From red carpet to your carpet: Barbies and diversity

    In September, Barbie released a doll modeled after Zendaya’s 2015 Oscar ensemble, a big win overall for increased representation in pop culture. While there have been Barbie dolls of varying races in the past, this particular doll is especially important as she sports dreadlocks.

    If you keep up with pop culture, you'll probably recall the time Giuliana Rancic made racist remarks about Zendaya’s Oscar look on the show Fashion Police. Zendaya, best known for her roles on Disney Channel shows Shake It Up and K.C. Undercover, responded to her comments on her Instagram in an eloquent paragraph which called Giuliana’s comments “outrageously offensive.” 

    To me, Zendaya is an inspirational icon, and I look up to her – kind of silly considering she is only a year older than I am – for a variety of reasons. She has impeccable style and world views that are highly evolved for a 19-year-old – not to mention the grace of a queen. Rather than calling people out, she spends her time formulating an educated response. She’s not afraid to be herself – or to stand up for herself.  

    But this doll has importance beyond Zendaya’s cultural position as a positive role model. It's the way in which it increases representation overall. On the day of the release Zendaya crafted another insightful Instagram post about how important it is to her that there is a doll out there that looks like her, which I found incredibly inspiring. Zendaya is biracial, and so am I. While I don’t wear dreadlocks, those who do are often targeted with unfair stereotypes, such as assumptions that they are dirty or smoke marijuana. Zendaya commented on why she wore dreadlocks on the Oscar red carpet: to send a message “to people of color that our hair is good enough.” 

    It is hard for people to feel included in media if there is no representation. So yes, while it is just a doll to some people, others find it incredibly inspiring and immensely critical. I feel represented by this doll, but there are some groups that definitely do not.

    The beauty standards that this country values takes a toll on children of color who are told they are other, and not valued for their natural beauty,” said sophomore Gwendolyn Gissendanner. 

    A senator of For Members Only, manager of Soul4Real and a member of Out Da Box, Gissendanner spoke to the fact that the doll is still not wholly representative of the spectrum of women of color.

    “Girls who are darker or who are fully black still may not feel represented by this doll,” Gissendanner said. “It would really be a shame if they stopped with her.”

    Aymar Jean Christian, an assistant professor in Communication Studies, says he sees the importance of a doll like this but thinks its important to note that one doll does not change the entirety of representation.

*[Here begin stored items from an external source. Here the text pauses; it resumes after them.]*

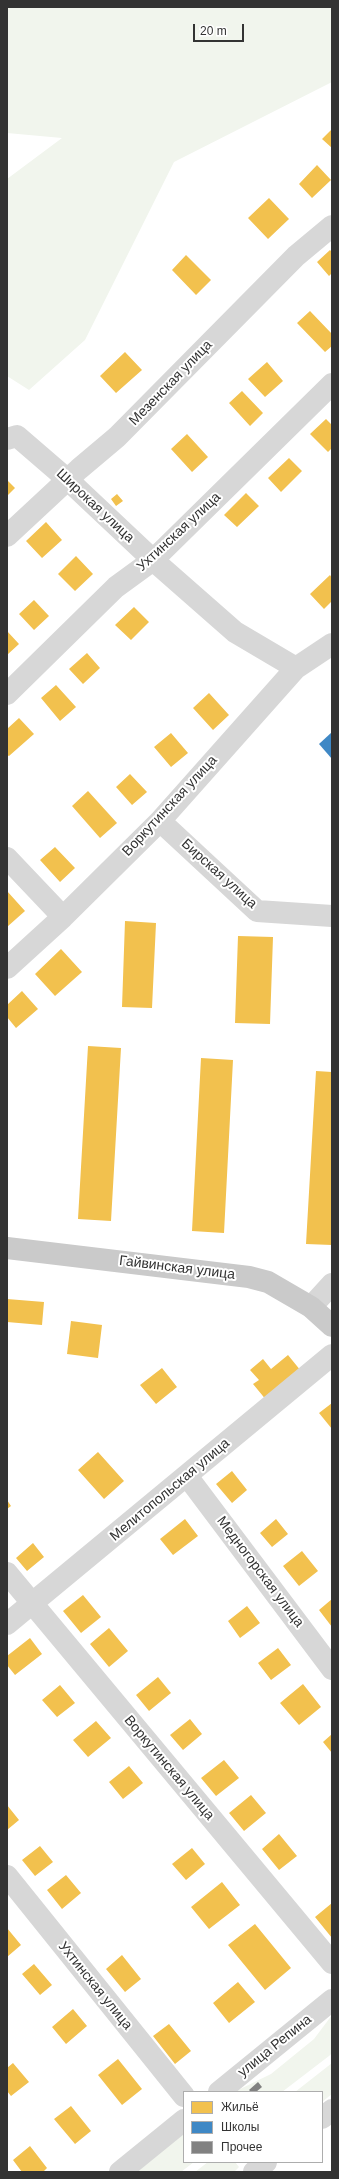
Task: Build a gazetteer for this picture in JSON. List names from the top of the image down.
{
  "streets": {
    "main road": ["Гайвинская улица"],
    "street": [
      "Мезенская улица",
      "Широкая улица",
      "Ухтинская улица",
      "Воркутинская улица",
      "Бирская улица",
      "Мелитопольская улица",
      "Медногорская улица",
      "улица Репина"
    ]
  },
  "crossings": [
    ["Мезенская улица", "Широкая улица"],
    ["Широкая улица", "Ухтинская улица"],
    ["Широкая улица", "Воркутинская улица"],
    ["Воркутинская улица", "Бирская улица"],
    ["Воркутинская улица", "Мелитопольская улица"],
    ["Мелитопольская улица", "Медногорская улица"]
  ],
  "legend": ["Жильё", "Школы", "Прочее"],
  "scale_bar": "20 m"
}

    “Large corporations tend to represent societal norms and ideals, not its realities,” Christian said. “There are some smaller independent doll and toy manufacturers with greater diversity and I think that's where we'll see change happening.”

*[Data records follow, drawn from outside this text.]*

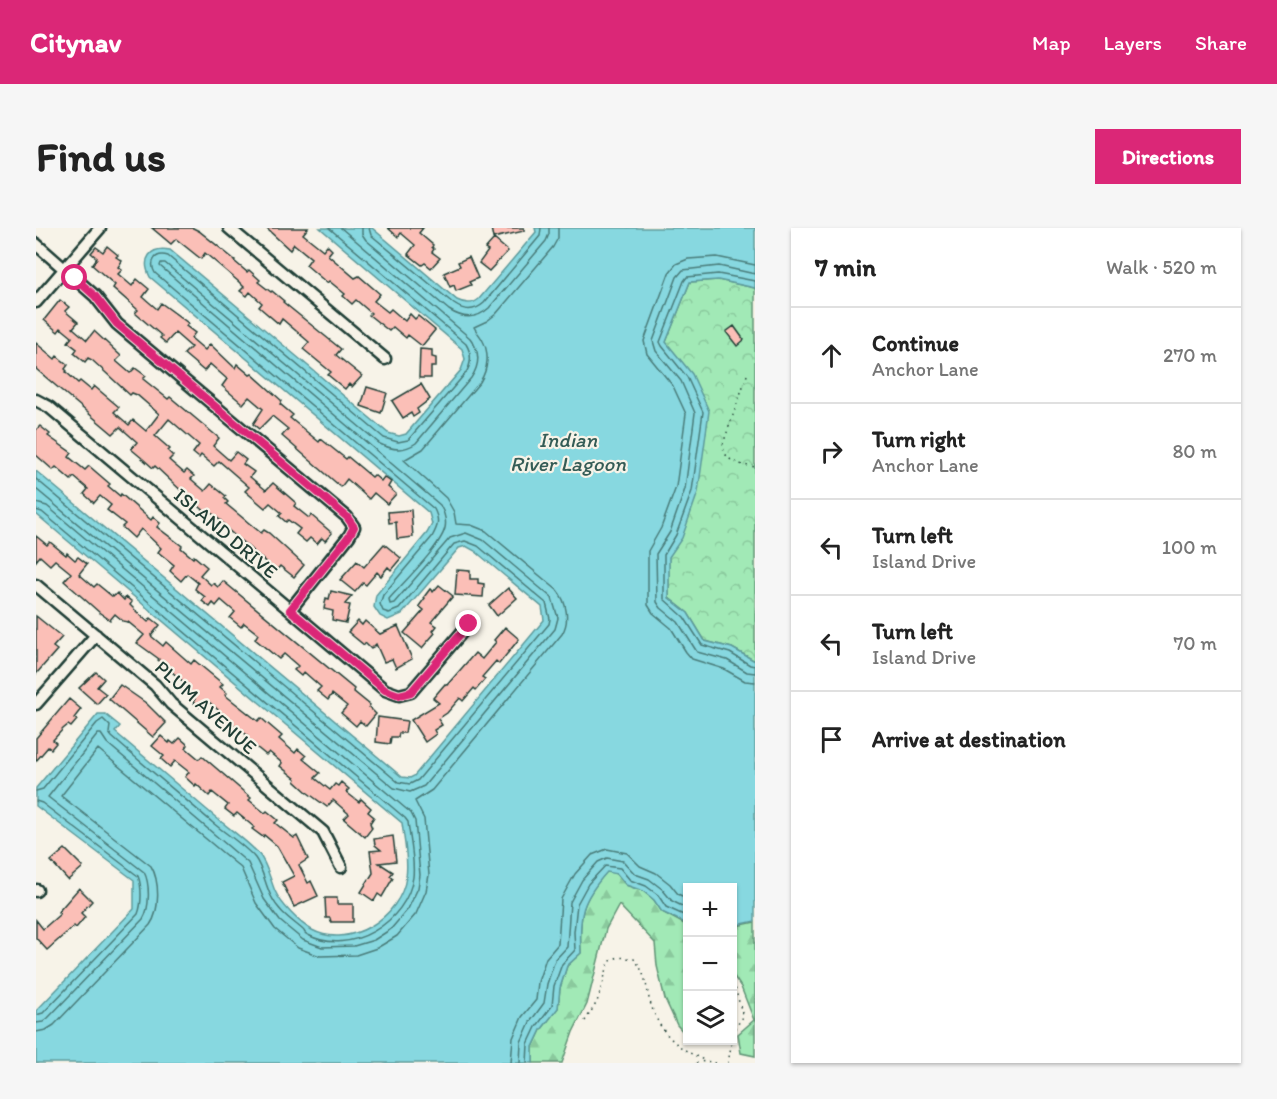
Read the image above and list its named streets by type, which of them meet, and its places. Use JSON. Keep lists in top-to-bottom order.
{
  "streets": {
    "street": ["ISLAND DRIVE", "PLUM AVENUE"]
  },
  "water": ["Indian River Lagoon"],
  "page": {
    "header": "Citynav",
    "nav": ["Map", "Layers", "Share"],
    "buttons": "Directions",
    "title": "Find us",
    "heading": ["7 min", "Walk · 520 m"],
    "list": [
      ["Continue", "Anchor Lane", "270 m"],
      ["Turn right", "Anchor Lane", "80 m"],
      ["Turn left", "Island Drive", "100 m"],
      ["Turn left", "Island Drive", "70 m"],
      "Arrive at destination"
    ],
    "map_buttons": ["+", "−"]
  }
}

    When asked specifically about Zendaya’s impact on representation, Christian said, “Ultimately most Barbie dolls still conform to limited norms of representation.”

    Another important issue the doll brought to light was the representation of various body types. Demi Lovato tweeted “Hey @Barbie, what about a curvy doll or one true to size measurements,” shortly after Zendaya’s doll was released. Immediately she received backlash from fans who were claiming that Demi was trying to steal Zendaya’s spotlight. While there are some dolls on the market that feature more realistic body types, Barbie is clearly the most iconic. 

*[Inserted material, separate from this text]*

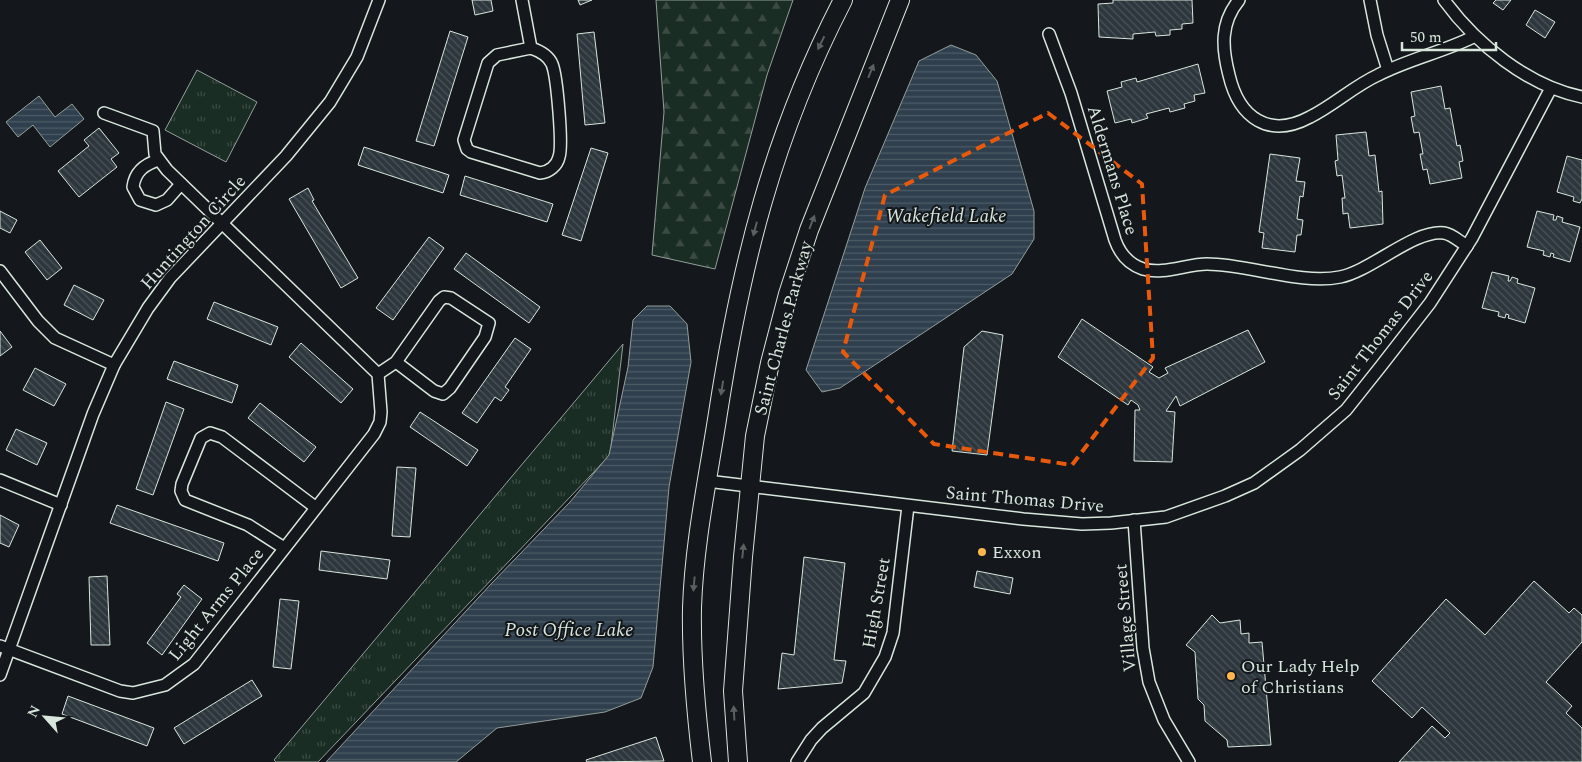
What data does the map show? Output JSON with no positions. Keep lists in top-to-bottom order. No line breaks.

    This is just another area where representation is lacking.

    “If Barbie made efforts to represent different body types that would only make their efforts towards inclusion better,” said Gissendanner. “I believe that this step, along with diversifying racially, could help break down heteronormative standards that cause so many people pain.”

    The United States is becoming more and more diverse every year. This is especially noticeable in the 2010 Census report and diversity maps by media outlets. Eventually, pop culture will have to catch up and have a much wider net of representation. Viola Davis said it best in her 2015 Emmy speech: “You cannot win an Emmy for roles that are simply not there.” 

    In the future there need to be more roles. There need to be more dolls. There need to be more diverse novel characters and when those characters are later portrayed in the movie they need to not be whitewashed out of the film, because representation matters.

    I have never worn dreadlocks, but I've often wished to have the perfect hair other girls had while being frustrated with my own. Now I’m 18 and I understand that my hair is beautiful. I fully believe the reason that I felt my hair was so horrible was because I was not as exposed to anyone else with hair like mine during my childhood. Not in my family, not in my school and definitely not on television.

    While it is just a doll to some people, it raises awareness of greater areas of representation. It is the starting point for a conversation that is increasing in importance every day. I look forward to even more diverse dolls; more diverse rolls, especially those that don’t require people to play the obvious stereotypes; and more multicultural representation throughout pop culture in the future.